12月21日、一行はリバプールへ到着した。ロンドンまで列車で6時間の距離だった。しかし到着した途端フィックスは令状を取得し、フォッグを逮捕、身柄を拘留した。いま列車に乗ればまだ間に合うと言うその時に誤解は解消され、本物の銀行強盗はすでに3日前に逮捕されていたことが判明した。釈放されたフォッグはフィックスを殴った後、ロンドンへ急いだ。しかしフォッグは予定していた列車に乗ることができず、特別列車を走らせたが午後8時50分に5分遅れでロンドンへ到着した。
彼が賭けに負け、全財産を失うことを意味していた。
翌日、ロンドンのフォッグ邸にて、フォッグはアウダにロンドンまで連れてきてしまったことを詫びた。今後はフォッグは貧乏な生活しか送ることができず、経済的に彼女を支えることができないからだった。アウダは、どのような苦境も2人なら分かちあえると言う。そして、私を妻にしてほしい、と。彼はパスパルトゥーを呼び、翌日の月曜に挙式をあげることを牧師に知らせるように頼んだ。

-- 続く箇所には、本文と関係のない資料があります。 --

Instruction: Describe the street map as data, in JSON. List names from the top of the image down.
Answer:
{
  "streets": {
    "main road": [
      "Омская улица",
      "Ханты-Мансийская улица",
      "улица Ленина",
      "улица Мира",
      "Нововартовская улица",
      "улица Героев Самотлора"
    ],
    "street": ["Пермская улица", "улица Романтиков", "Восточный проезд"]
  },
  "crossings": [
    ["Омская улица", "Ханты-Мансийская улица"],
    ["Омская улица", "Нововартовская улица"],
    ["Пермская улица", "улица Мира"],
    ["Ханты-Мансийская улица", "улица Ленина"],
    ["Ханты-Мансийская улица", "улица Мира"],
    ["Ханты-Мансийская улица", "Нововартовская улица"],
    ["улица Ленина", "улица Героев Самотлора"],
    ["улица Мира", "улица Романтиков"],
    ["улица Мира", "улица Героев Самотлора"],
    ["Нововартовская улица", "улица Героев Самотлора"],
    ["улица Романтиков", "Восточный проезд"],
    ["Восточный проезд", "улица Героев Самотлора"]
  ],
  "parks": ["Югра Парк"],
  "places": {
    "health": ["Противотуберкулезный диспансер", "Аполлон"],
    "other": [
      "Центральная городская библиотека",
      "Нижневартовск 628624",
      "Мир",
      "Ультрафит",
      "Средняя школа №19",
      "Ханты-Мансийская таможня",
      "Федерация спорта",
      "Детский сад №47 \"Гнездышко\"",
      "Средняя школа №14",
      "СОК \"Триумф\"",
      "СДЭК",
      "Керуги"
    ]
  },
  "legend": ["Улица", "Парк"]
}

しかし牧師の館でパスパルトゥーは挙式日程を断られる。明日が日曜(12月22日)だったからだ。
一行は東回りで世界一周したため、日付変更線を横切り、丸1日稼いでいたのだ。
パスパルトゥーはものすごい勢いでフォッグの元に戻り、改革クラブへと主人を向かわせた。フォッグは期限ぴったりに改革クラブへ到着し、賭けに勝利したことを宣言した。こうして、世界一周の旅は終わりを告げた。しかし、この旅で彼が得たものなど何もなかった。ただ1人彼をもっとも幸福な人間にした、美しい女性を除いて。最後にこの作品は全ての計算を放棄する。そもそも人は得られるものがもっと少なかったとしても、世界一周の旅に出かけるのだろう、と。
主な登場人物
フィリアス・フォッグ 主人公。几帳面で冷静寡黙なイギリス独身貴族。ジャン・パスパルトゥー フォッグ氏のフランス人召使い。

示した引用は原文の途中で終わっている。